■ **How to complete this task**: Each line in the listing below that holds "paint" should be counted; reply with that number only.

═══ Information given

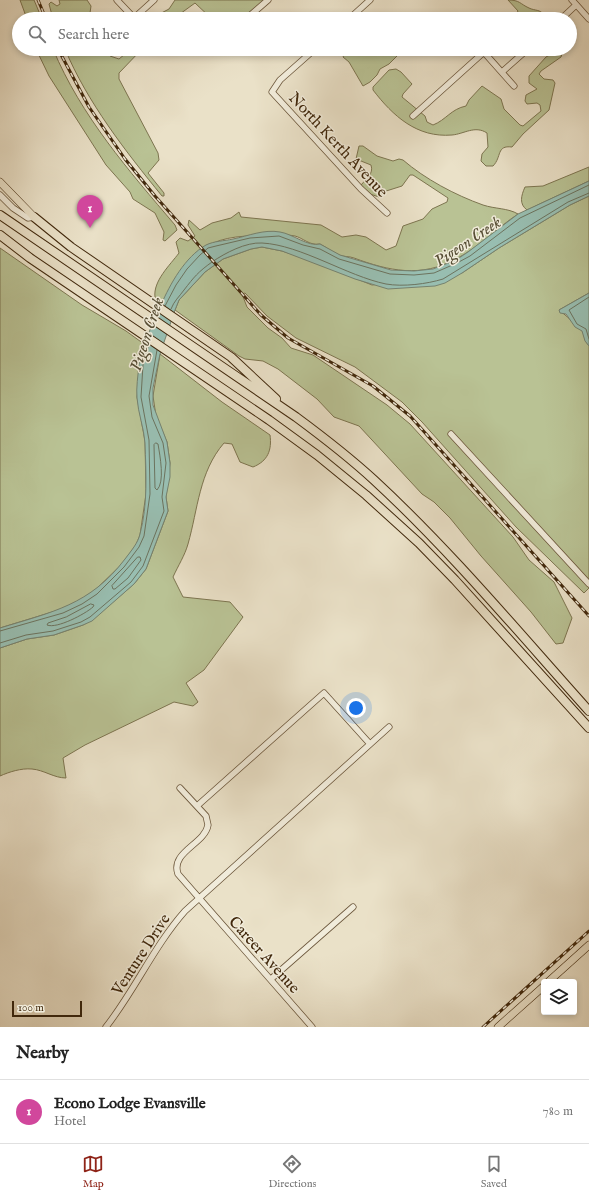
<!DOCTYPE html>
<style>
:root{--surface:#fff;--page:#f6f6f6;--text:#222;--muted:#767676;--line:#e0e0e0;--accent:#8f2418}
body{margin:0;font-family:"IM FELL English",serif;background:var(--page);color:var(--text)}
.controls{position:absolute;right:12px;bottom:12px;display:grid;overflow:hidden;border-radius:4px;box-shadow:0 2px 6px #0003}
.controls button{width:36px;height:36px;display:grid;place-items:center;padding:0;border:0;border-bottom:1px solid var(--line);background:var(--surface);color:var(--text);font:20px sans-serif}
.scale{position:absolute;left:12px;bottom:10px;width:70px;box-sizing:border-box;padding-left:4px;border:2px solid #41280c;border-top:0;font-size:11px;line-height:14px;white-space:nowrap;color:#41280c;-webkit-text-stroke:3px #f1ecdb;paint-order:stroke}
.you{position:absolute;left:356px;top:708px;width:14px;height:14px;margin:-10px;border:3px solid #fff;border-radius:50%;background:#1a73e8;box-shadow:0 0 0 6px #1a73e833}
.badge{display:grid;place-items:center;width:26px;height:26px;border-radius:50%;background:var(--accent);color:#fff;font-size:13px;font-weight:700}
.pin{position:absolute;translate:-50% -33px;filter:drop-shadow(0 1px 2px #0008)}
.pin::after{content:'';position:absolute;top:21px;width:14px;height:12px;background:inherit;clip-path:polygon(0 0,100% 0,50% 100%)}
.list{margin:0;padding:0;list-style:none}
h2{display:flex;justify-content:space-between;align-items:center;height:52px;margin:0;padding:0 16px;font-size:17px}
h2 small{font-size:13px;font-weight:400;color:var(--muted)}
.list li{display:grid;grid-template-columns:26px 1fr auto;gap:12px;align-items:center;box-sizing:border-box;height:64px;padding:0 16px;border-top:1px solid var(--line)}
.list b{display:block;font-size:15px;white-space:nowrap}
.list p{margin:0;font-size:13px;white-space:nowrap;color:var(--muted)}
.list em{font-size:13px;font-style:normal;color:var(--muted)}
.icon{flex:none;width:22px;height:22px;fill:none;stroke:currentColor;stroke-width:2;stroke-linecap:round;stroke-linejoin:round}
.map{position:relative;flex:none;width:589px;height:1027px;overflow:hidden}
.search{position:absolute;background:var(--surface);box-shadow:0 2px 6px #0003;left:12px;right:12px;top:12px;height:44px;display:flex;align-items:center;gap:10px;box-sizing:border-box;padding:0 14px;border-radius:22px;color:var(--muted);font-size:15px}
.sheet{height:116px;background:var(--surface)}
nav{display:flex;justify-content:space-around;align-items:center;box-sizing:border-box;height:56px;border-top:1px solid var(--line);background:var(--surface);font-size:11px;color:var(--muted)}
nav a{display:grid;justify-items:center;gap:2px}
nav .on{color:var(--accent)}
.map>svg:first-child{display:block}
.green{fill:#b9c294;stroke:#7d7550}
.water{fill:#98beb1;stroke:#75826f}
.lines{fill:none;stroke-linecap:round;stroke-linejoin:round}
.shore{stroke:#6c735e;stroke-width:1}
.minor-casing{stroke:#6b563b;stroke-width:7}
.major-casing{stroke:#41280c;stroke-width:8}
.highway-casing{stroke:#41280c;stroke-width:10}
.minor{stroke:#f1ecdb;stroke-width:5.5}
.major{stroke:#eae1c8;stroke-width:7}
.highway{stroke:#eae1c8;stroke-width:8}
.rail-casing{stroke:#41280c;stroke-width:3}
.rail{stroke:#f1ecdb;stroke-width:1.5;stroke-dasharray:4.5;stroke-linecap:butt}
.labels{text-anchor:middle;stroke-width:3;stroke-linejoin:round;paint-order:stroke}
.street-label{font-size:16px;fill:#41280c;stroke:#f1ecdb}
.water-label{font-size:17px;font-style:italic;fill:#574e35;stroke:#f1ecdb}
</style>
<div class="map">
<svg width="589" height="1027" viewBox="0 0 589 1027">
<rect width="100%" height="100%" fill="#eae1c8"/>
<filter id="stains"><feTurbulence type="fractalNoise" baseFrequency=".005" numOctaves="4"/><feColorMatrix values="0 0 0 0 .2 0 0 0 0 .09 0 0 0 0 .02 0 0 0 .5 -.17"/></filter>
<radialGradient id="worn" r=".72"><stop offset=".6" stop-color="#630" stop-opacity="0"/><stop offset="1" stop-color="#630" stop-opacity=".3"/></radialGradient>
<path class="green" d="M20,0H34L42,19H27Z
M59,0H87L91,6L90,13L94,19H53L49,4L51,2L57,6L60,4Z
M175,0H265L244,19H212L195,3L173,19H150L169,9Z
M508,0C520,0 520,4 529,8C535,11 540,9 544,15V19H513L518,11Z
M36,49H53C81,116 129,171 175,225L177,230L165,241L163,240L164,232L155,213L133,199L130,192L106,165L49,76Z
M65,49H107L110,56L119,59L131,49H142L119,73V79L158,153L159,160L148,173L164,193V196H162C126,152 87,102 65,49Z
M347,49H375L384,55L393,49H404L389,64L380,69L377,75L370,82L363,86L349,62L343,57Z
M557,51L562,54L561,57L541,71L539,74L544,79L553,80L555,83L549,110L523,134L512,147C496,145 502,157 493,166H486L481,161L482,154L488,147L487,133C475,125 464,134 452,135C417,138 393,116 373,90V87L389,70L396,69L401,72L412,84L403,94L402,97L425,116L427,122L433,125C446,120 451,109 466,106L469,100L482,86L501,99L504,109L520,125L523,126L541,111L540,105L537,103L527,104L525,101L526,95L537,89L529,83V76L546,57Z
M359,146H363L377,156L393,161L399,159L403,160C425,179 455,195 483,205C495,209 508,208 518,214C497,228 479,247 456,259C421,278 389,271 354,258C349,256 343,257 339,255C332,252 326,247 320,244C310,246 303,238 295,236C285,234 273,236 264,236C207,234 188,252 163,302L155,297C153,281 170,265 179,253L176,242L180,238L188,241L195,236L188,225L189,220L200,230L212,223L231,218L239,212L241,217L321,225L342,237L356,235L366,237L386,250L396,246L403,226L423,219L432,209L447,202L448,198L413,175H410L402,186L383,192L379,197L370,194L361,185C366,179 374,174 371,165L356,159Z
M589,167V181L527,210C519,204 521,196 525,187L543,186Z
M589,196V293L559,310C562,312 581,329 583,331C585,336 585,341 589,346V588L584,593L516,527L422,422L402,402L355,367L296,338L267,316L245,293L242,294L247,307L268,328L282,338L291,348L313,355L387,405L410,424L513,537L529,560L554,582L572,618L563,643L556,644L531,612L481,556L450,518L434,502L422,494L359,426L334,417L317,399L278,369L263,361L245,359L239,356L175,310L179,300L205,272L223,259L251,249L262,247L282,251L307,259L372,285L462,273L499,248L570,205Z
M0,248L82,305L126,331L144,344L140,364L137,397L145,441L146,494L140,535L136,545L121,565L94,591L80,600L62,609L0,628Z
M160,354L222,402L270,435C272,450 268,461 253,467L240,462L232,444L224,443C199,472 198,509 188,544C185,555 178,566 173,577L183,597L230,602L243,617L204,670L186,683L198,702L193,706L174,702L85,745L63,758L66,778C54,778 44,770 32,769C21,768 9,772 0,776V648L27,639L54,635L83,625L92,620L134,584L146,569L168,511L166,497L170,463L167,442L156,416L153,396Z"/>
<path class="water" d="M589,181V196L570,205L499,248L462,273L445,283L435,286L388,289L355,279L282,251L262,247L251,249L223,259L205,272L179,300L175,310L160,354L153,388V405L167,442L170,463V477L166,497L168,511L146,569L134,584L92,621L83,625L54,635L27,639L0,648V628C52,612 90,605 125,559C131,551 138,543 140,534C148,504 146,473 145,443C144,428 138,413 137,398C136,388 138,375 139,365C142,344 153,324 161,305C170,284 185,257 206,245C214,241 224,241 233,239C248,236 264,229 280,232C293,234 308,247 320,244L340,255L391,270L414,271L433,269L456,260L468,252L518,214Z
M589,293V346L585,341L582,331L575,327L566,314L560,313L559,310Z"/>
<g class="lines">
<path class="shore" d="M589,297L569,310L577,324L586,329L589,339
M165,306L176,285L187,269L200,255L208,248L216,246L250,238L279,236L303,245L320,249L339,259L390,274L414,275L434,273L457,263L470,256L520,218L589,185
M171,309C174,301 179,297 184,290C194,277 198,272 212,262C225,253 246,242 262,243C301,245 347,276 386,284C403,287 427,284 443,279L568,202L589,193
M156,443L158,444C160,456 165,482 157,490L155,488L154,445Z
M138,557H140L141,560L128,578L115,589H113L112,586Z
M91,604L94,605L93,607C85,614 57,629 47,625L48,623L66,617Z
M0,631L63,613L82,604L97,594L124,567L139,547L144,536L150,494L149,440L141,397L143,365L149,344
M0,643L26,635L53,631L81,622L90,617L131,582L143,566L164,511L162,497L166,463L163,443L152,417L149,396L157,350"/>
<g class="minor-casing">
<path id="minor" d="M117,0L134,18
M572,0L589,19
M133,19L154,0
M246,19L268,0
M349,19L370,0
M561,19L576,5
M315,49L280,80L272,92L361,189L387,213
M481,49L514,86
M502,72L528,49
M413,116L484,52
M0,195L13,208L28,218L34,217
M451,434L589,584
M180,788L206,816L208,825C205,844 170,852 178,874L312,1027
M197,806L324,693L370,744
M271,979L353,907
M106,1027C135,990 154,946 185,911L389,727"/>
</g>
<g class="major-casing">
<path id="major" d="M0,182L34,217
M548,982L589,945
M498,1027L544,986"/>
</g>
<g class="highway-casing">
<path id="highway" d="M0,215L296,417C323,437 349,457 374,480C451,551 519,633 589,711
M34,217L71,247L231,357L276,399
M0,235L30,258L269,420L317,455L366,495L419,543L455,580L589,728"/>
</g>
<use href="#minor" class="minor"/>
<use href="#major" class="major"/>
<use href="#highway" class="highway"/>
<g class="rail-casing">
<path id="rail" d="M38,0L46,19
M58,49L89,107L125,159L155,196L261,315L288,338L373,386L410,416L589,616
M483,1027L589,931"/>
</g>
<use href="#rail" class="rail"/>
</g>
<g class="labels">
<g class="street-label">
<text transform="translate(339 144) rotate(47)" y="6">North Kerth Avenue</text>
<text transform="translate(140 954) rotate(-57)" y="6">Venture Drive</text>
<text transform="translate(265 954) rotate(48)" y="6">Career Avenue</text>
</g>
<g class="water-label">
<text transform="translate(467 241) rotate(-34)" y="6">Pigeon Creek</text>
<text transform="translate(146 334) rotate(-72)" y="6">Pigeon Creek</text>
</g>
</g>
<rect width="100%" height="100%" filter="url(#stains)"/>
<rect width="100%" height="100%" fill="url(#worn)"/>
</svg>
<div class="controls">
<button><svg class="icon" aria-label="layers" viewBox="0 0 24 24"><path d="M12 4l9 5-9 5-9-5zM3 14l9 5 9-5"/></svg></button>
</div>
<div class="scale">100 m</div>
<div class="you"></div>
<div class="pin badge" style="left:90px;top:228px;background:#d1479c">1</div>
<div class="search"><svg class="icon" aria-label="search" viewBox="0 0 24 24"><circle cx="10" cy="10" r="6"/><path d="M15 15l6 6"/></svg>Search here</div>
</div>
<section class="sheet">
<h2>Nearby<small></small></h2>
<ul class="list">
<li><span class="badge" style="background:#d1479c">1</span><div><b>Econo Lodge Evansville</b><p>Hotel</p></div><em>780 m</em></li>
</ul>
</section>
<nav>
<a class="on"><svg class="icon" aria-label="map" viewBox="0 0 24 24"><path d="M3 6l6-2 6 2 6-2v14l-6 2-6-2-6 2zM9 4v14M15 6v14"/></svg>Map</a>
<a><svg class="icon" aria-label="directions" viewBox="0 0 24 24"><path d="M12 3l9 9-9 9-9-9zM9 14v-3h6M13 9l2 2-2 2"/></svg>Directions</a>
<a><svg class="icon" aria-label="saved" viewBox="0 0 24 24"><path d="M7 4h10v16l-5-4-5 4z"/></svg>Saved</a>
</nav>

══════

■ **Answer box**: 2